AS215223 is a hobbyist, IPv6‑first network project exploring how personal Autonomous System Numbers can run real BGP on a budget. It documents practical experiments with routing policy, multihoming, tunneling, and peering—aimed at learning-by-doing and sharing insights with the community.

Background

Started on March 26, 2024, this project began as a curiosity: public IPv4 is expensive and scarce, while IPv6 is abundant and encouraged by local homelab communities. Discovering that individuals in the RIPE region can request their own ASN, I spun up AS215223 to experiment with IPv6 routing in a realistic but low-cost lab setting.

Challenges

  1. Running BGP as an individual with limited budget and hardware.
  2. Achieving meaningful multihoming and reachability using small providers.
  3. Managing routing policy, filtering, and security without enterprise tooling.
  4. Keeping everything firmly in “lab” mode while staying visible and reachable.

Solutions

Pragmatic Multihoming on a Budget

Announcing IPv6 prefixes through several friendly networks that support hobbyist BGP:

  • AS20473 — The Constant Company, LLC
  • AS209022 — Tschajera Limited
  • AS41051 — Freetransit Project (Openfactory GmbH)
  • AS34927 — iFog GmbH

IPv6-First, Learn-by-Doing

Primary focus is IPv6 routing: advertising and steering traffic, validating policies, and testing failover. All work remains a lab—safe to break, easy to rebuild.
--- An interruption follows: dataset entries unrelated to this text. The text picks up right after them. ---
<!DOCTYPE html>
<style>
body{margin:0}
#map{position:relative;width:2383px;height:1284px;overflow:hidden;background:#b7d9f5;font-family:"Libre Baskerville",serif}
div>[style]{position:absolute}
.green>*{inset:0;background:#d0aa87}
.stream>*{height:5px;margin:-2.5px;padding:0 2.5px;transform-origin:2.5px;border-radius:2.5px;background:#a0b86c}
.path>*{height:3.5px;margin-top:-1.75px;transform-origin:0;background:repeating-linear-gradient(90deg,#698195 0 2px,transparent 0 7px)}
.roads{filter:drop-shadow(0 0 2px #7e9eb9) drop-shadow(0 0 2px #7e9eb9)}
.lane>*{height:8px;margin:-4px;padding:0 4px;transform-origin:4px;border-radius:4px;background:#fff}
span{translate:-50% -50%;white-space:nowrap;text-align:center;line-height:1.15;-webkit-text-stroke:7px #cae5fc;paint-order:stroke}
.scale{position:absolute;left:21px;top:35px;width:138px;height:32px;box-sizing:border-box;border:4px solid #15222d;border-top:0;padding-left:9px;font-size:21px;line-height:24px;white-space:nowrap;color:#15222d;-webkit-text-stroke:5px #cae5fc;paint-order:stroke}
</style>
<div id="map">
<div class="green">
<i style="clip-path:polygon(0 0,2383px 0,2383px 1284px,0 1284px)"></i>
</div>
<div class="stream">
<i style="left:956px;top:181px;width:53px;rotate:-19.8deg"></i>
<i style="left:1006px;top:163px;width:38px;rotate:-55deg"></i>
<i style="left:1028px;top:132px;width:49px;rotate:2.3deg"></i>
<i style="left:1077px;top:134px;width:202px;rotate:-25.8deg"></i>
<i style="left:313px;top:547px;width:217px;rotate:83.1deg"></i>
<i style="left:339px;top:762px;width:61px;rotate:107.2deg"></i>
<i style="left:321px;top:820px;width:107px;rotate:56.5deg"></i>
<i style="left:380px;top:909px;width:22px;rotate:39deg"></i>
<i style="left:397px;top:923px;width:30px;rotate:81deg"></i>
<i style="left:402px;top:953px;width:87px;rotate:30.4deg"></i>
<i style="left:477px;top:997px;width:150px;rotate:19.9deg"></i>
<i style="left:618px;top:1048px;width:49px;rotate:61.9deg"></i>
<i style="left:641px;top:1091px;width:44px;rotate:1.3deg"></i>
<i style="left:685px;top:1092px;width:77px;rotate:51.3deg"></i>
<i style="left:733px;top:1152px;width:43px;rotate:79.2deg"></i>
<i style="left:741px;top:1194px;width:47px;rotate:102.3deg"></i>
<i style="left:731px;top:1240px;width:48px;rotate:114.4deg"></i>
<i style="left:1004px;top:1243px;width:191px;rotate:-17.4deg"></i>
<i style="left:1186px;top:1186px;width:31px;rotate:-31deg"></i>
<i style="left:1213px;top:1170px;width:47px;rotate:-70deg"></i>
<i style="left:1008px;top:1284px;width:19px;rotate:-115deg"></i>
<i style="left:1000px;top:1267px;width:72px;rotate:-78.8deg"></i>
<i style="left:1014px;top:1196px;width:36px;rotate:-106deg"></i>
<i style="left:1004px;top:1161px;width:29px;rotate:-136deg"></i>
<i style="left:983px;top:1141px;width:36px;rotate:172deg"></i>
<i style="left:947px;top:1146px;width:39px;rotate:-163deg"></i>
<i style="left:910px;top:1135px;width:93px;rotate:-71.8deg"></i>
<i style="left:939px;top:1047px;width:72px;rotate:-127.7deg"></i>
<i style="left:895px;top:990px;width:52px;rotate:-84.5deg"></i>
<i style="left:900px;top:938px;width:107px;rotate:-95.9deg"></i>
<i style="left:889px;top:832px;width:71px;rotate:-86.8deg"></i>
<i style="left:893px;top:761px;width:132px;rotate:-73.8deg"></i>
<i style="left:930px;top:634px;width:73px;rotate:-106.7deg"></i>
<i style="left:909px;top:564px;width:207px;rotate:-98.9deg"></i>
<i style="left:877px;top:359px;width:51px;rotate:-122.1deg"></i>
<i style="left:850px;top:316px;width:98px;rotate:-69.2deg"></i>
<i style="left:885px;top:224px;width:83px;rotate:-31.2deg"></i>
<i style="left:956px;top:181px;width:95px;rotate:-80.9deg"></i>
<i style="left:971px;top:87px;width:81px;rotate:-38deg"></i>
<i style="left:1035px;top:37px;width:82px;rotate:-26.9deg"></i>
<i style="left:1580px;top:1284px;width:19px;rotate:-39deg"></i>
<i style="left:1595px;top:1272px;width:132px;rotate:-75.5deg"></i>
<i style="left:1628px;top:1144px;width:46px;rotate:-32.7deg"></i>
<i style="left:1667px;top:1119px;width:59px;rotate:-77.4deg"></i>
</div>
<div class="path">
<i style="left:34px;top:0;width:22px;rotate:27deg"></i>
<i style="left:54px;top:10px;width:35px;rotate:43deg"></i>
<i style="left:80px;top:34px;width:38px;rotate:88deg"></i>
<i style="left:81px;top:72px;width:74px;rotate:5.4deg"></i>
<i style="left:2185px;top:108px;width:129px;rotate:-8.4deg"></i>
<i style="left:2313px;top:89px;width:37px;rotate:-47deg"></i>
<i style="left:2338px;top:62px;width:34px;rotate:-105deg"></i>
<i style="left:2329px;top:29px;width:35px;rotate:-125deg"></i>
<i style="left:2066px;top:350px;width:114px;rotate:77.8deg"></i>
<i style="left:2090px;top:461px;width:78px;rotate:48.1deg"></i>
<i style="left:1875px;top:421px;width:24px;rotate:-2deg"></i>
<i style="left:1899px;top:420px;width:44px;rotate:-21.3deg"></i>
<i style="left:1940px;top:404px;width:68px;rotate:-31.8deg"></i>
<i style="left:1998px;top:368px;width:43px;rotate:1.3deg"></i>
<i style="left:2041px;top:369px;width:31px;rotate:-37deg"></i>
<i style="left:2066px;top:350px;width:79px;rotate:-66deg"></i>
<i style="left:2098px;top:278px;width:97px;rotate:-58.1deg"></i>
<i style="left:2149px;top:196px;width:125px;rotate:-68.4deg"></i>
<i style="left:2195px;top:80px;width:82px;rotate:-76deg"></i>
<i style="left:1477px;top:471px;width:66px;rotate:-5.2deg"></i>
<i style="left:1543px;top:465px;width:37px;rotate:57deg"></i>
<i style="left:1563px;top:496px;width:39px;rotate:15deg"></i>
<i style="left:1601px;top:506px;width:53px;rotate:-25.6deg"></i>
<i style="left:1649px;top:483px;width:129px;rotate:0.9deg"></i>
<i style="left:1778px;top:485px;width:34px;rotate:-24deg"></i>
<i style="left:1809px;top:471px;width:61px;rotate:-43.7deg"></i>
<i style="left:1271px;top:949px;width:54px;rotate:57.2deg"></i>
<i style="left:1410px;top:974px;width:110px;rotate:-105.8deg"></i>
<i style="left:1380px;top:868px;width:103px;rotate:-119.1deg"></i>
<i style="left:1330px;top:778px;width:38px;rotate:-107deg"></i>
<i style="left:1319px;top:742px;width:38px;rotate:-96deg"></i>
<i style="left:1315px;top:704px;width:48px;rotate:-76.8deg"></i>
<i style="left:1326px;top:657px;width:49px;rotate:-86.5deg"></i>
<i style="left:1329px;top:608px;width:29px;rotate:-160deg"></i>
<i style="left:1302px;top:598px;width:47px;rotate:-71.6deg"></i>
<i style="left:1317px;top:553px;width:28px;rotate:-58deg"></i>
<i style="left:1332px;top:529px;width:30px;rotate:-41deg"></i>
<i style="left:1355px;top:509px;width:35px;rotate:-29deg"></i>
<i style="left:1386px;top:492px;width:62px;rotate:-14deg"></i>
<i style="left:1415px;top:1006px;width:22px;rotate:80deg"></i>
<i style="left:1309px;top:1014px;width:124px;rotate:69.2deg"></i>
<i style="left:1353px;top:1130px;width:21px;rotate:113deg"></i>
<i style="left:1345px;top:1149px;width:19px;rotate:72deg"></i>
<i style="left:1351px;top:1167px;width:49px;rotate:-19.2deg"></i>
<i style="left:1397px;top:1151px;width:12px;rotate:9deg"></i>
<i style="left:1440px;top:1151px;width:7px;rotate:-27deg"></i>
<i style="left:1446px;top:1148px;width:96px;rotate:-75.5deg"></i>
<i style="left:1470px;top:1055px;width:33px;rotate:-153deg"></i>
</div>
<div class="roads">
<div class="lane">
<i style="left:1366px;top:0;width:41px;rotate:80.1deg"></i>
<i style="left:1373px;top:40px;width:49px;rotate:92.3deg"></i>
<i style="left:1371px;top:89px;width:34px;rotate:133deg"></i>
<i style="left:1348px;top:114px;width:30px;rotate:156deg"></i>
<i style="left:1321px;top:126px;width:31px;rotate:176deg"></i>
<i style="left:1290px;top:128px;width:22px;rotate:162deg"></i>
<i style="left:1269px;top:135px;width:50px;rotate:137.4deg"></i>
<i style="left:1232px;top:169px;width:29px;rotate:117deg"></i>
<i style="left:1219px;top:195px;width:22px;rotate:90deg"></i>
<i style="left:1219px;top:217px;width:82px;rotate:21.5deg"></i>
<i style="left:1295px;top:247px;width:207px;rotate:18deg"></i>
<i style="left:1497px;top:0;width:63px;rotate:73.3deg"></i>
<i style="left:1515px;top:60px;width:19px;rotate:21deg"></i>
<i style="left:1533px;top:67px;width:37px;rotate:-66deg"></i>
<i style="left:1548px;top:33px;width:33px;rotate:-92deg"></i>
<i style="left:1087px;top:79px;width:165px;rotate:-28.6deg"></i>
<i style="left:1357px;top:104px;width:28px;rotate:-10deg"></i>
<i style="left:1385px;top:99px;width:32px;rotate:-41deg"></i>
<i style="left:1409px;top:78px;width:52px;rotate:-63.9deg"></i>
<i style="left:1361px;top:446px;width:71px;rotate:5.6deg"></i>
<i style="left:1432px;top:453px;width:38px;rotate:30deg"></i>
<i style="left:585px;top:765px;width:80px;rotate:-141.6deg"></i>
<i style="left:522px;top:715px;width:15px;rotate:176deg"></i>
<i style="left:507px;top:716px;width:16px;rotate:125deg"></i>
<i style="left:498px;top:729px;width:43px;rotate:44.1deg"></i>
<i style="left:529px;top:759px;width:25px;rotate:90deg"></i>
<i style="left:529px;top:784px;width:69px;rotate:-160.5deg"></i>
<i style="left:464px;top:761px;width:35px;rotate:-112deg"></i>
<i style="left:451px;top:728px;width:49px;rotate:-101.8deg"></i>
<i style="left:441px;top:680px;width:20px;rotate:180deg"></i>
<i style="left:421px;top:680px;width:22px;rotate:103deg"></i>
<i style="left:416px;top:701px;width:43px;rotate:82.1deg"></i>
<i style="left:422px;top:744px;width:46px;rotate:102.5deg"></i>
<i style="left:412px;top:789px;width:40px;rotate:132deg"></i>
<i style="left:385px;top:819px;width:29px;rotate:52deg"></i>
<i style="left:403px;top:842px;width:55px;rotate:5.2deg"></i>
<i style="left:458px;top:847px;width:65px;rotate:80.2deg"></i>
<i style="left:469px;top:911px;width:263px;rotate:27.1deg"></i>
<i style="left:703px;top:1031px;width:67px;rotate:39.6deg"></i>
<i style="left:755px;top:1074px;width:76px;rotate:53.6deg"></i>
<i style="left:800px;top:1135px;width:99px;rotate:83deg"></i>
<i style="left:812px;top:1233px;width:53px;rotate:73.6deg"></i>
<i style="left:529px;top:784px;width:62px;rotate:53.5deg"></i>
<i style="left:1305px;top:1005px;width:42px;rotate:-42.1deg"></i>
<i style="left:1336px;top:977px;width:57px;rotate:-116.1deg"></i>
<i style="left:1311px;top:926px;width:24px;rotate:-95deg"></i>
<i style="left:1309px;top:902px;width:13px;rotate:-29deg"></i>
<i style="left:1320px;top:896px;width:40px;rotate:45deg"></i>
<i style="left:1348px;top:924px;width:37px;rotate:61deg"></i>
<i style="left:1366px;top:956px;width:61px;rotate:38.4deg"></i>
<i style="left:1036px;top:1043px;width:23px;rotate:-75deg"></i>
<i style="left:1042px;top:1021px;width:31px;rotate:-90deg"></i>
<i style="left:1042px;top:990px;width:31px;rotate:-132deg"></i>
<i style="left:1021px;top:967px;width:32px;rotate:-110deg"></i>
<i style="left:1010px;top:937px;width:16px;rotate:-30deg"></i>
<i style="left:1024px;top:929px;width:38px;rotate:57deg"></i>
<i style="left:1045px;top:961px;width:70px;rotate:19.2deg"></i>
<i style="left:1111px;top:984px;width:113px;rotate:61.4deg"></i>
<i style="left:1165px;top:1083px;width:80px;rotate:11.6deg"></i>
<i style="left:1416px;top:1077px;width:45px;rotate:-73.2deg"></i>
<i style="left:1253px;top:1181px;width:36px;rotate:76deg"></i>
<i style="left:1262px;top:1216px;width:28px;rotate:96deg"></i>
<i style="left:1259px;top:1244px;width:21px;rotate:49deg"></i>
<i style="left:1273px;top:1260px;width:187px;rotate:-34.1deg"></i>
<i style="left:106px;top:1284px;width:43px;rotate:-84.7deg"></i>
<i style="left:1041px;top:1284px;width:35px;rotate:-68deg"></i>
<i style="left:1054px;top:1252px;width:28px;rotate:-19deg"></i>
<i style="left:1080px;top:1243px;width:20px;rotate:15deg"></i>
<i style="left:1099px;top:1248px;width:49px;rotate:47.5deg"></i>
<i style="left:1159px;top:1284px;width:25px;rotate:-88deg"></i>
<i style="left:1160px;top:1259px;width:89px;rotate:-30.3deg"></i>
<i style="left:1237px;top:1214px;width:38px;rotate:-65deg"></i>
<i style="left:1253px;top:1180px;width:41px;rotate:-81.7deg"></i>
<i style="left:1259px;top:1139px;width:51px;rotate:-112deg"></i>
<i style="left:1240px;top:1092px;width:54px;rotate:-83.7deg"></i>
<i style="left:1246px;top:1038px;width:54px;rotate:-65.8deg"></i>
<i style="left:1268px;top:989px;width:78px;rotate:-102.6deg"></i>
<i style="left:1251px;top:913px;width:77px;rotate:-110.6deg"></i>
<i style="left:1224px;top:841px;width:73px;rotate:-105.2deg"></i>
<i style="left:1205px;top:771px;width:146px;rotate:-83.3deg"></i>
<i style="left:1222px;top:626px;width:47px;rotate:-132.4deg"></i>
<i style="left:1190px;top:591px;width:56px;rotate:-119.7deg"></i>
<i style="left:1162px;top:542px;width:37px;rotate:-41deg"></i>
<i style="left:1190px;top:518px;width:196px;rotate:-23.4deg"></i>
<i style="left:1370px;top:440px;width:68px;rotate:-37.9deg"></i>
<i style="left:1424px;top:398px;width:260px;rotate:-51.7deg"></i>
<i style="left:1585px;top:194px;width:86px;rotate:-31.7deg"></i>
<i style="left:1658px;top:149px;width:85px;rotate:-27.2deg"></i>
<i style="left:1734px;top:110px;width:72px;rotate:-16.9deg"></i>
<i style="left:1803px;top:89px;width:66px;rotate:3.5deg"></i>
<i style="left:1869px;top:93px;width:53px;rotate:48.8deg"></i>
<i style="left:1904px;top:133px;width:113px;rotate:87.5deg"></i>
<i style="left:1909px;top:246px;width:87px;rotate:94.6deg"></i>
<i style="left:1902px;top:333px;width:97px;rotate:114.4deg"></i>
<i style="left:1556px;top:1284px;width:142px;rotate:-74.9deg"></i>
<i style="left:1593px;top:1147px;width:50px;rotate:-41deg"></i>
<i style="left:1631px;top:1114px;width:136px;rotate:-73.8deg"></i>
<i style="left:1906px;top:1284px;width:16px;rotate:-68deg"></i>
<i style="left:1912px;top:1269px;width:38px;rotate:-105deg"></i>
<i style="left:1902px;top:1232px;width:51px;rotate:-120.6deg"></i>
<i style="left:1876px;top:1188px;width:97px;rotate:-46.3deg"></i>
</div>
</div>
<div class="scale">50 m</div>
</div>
Routing Hygiene and Visibility

Leaning on community tools to validate and observe:

  • PeeringDB profile for discoverability
  • BGP.Tools and HE.net for route visibility and troubleshooting
  • Community discussions via IPv6 Indonesia and Telegram for peer feedback

Key Details

  • Status: Lab (and will remain a lab)
  • IPv6 prefixes in rotation: 2a0f:85c1:3a6::/48, 2a14:7581:4820::/44, 2a01:e281:a300::/40
  • Scope: BGP announcements, multihoming, routing policy experiments, basic tunneling
  • Infrastructure: Low-cost VPS/small providers capable of BGP sessions

Impact

  • Hands-on knowledge shared via posts and code snippets
  • Practical guidance for homelabbers considering personal ASNs
  • Active peering experiments to broaden IPv6 reachability

Conclusion

AS215223 is a learning playground that demonstrates how individuals can explore modern internet routing with IPv6 and an ASN—without enterprise budgets. By staying transparent and community-oriented, the project helps demystify BGP, multihoming, and routing hygiene for fellow learners.